** Material for this exercise **

--- --- ---

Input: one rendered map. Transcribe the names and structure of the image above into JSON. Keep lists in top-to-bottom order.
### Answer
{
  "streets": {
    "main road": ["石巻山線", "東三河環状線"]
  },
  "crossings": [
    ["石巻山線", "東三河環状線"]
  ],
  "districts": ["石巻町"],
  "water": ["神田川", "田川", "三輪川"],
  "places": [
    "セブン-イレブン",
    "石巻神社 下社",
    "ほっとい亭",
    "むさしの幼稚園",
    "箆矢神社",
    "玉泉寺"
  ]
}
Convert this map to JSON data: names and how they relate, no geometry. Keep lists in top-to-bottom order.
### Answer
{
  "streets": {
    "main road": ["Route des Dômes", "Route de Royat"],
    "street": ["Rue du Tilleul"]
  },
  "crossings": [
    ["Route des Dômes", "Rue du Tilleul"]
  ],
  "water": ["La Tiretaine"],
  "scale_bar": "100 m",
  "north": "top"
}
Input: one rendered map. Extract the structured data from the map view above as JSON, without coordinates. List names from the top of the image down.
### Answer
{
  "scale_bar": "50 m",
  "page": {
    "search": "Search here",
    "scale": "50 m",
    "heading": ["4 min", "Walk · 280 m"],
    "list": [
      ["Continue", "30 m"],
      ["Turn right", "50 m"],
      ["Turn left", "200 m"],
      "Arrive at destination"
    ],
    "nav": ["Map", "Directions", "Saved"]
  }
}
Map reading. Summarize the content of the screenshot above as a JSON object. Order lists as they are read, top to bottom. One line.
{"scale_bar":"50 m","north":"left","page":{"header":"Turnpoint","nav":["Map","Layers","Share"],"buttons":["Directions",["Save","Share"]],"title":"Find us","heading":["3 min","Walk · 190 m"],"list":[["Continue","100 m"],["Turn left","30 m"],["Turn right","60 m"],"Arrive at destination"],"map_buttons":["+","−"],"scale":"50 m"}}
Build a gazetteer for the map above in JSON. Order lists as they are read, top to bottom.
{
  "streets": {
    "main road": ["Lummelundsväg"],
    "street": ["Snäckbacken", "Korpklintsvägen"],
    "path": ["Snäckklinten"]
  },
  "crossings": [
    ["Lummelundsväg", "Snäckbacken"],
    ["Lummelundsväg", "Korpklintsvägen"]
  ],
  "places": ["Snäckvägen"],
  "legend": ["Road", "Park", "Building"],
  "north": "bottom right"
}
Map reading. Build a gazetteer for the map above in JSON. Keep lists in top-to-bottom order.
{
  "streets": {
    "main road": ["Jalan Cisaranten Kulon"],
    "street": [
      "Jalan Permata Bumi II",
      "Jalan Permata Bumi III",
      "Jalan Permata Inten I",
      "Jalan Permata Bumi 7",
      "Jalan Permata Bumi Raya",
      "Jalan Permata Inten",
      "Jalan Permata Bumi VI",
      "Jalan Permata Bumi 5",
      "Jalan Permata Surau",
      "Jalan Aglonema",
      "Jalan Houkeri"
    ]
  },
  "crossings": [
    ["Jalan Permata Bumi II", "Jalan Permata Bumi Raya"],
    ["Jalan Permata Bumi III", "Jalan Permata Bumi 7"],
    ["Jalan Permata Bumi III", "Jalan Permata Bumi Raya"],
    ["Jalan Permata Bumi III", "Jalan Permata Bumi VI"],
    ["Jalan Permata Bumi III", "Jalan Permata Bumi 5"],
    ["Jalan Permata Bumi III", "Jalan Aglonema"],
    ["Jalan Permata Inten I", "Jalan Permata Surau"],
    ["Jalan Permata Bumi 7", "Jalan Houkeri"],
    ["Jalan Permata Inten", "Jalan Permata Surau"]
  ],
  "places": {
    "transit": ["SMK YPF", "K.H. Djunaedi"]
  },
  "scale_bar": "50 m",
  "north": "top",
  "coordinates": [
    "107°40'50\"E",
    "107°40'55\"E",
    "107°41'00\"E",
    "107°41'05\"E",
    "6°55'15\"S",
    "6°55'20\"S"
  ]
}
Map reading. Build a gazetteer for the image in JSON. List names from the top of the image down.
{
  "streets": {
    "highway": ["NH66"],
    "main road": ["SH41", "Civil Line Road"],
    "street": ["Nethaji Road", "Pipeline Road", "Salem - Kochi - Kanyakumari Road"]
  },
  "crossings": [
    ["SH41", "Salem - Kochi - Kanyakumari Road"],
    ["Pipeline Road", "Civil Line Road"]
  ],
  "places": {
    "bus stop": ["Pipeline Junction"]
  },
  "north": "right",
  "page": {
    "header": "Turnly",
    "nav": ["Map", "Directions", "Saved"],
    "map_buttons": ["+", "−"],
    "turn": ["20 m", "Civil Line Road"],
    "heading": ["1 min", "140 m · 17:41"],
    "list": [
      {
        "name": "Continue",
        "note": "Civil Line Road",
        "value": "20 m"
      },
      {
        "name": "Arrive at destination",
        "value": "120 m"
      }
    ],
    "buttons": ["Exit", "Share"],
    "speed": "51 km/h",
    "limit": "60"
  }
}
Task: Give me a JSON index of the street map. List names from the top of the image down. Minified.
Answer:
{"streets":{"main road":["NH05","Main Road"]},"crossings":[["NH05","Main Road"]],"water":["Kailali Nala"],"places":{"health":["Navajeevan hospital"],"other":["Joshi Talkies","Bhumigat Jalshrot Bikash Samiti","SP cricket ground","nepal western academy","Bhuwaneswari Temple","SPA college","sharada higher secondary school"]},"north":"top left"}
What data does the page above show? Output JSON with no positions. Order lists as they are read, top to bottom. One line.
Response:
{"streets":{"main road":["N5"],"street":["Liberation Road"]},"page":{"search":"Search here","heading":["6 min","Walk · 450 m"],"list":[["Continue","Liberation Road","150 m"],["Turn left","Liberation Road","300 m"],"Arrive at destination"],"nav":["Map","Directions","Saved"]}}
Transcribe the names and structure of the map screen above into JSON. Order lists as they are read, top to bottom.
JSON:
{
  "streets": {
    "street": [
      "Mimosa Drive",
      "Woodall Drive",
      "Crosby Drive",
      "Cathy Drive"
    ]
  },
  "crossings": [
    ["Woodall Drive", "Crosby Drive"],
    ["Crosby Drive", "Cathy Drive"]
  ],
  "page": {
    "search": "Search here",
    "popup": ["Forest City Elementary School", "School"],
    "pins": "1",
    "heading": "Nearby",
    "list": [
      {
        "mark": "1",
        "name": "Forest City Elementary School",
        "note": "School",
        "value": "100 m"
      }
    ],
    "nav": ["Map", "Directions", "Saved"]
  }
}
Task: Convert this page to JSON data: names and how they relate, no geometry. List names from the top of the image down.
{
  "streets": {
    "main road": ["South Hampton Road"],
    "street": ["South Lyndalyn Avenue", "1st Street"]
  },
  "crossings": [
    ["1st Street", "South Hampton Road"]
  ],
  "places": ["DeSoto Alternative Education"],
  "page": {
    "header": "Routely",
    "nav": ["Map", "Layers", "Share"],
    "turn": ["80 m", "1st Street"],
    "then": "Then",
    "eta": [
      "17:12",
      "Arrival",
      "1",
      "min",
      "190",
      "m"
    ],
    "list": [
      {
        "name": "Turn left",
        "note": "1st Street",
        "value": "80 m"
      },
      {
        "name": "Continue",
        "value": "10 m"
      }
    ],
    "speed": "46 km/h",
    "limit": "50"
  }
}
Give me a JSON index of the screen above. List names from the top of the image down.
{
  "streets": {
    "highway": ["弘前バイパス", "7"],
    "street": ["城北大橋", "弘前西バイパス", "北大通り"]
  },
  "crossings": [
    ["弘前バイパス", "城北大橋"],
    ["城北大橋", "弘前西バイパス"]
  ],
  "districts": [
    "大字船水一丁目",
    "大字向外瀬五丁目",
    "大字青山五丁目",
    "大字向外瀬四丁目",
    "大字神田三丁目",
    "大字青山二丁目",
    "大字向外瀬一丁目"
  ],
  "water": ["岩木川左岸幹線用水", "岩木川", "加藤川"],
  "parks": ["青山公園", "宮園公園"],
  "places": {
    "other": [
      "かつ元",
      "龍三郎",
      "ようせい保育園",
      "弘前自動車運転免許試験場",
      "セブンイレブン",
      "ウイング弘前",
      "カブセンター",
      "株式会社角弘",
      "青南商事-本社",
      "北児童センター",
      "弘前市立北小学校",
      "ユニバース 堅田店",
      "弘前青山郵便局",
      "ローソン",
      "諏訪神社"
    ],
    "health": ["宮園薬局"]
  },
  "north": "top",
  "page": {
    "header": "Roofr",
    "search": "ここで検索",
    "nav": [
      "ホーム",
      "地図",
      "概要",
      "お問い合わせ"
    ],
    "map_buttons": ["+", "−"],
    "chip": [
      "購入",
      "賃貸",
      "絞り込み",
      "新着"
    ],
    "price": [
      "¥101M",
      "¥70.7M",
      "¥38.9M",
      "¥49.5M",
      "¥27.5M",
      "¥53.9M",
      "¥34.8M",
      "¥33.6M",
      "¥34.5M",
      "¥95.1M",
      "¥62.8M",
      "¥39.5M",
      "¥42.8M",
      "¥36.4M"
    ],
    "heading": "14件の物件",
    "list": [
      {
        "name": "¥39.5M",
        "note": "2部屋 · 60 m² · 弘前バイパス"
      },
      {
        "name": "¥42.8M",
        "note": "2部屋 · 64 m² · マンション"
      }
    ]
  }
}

--- --- ---

Above are the entries; copy out every line among them that contains the word "Transcribe".

** Response box **
Input: one rendered map. Transcribe the names and structure of the image above into JSON. Keep lists in top-to-bottom order.
Transcribe the names and structure of the map screen above into JSON. Order lists as they are read, top to bottom.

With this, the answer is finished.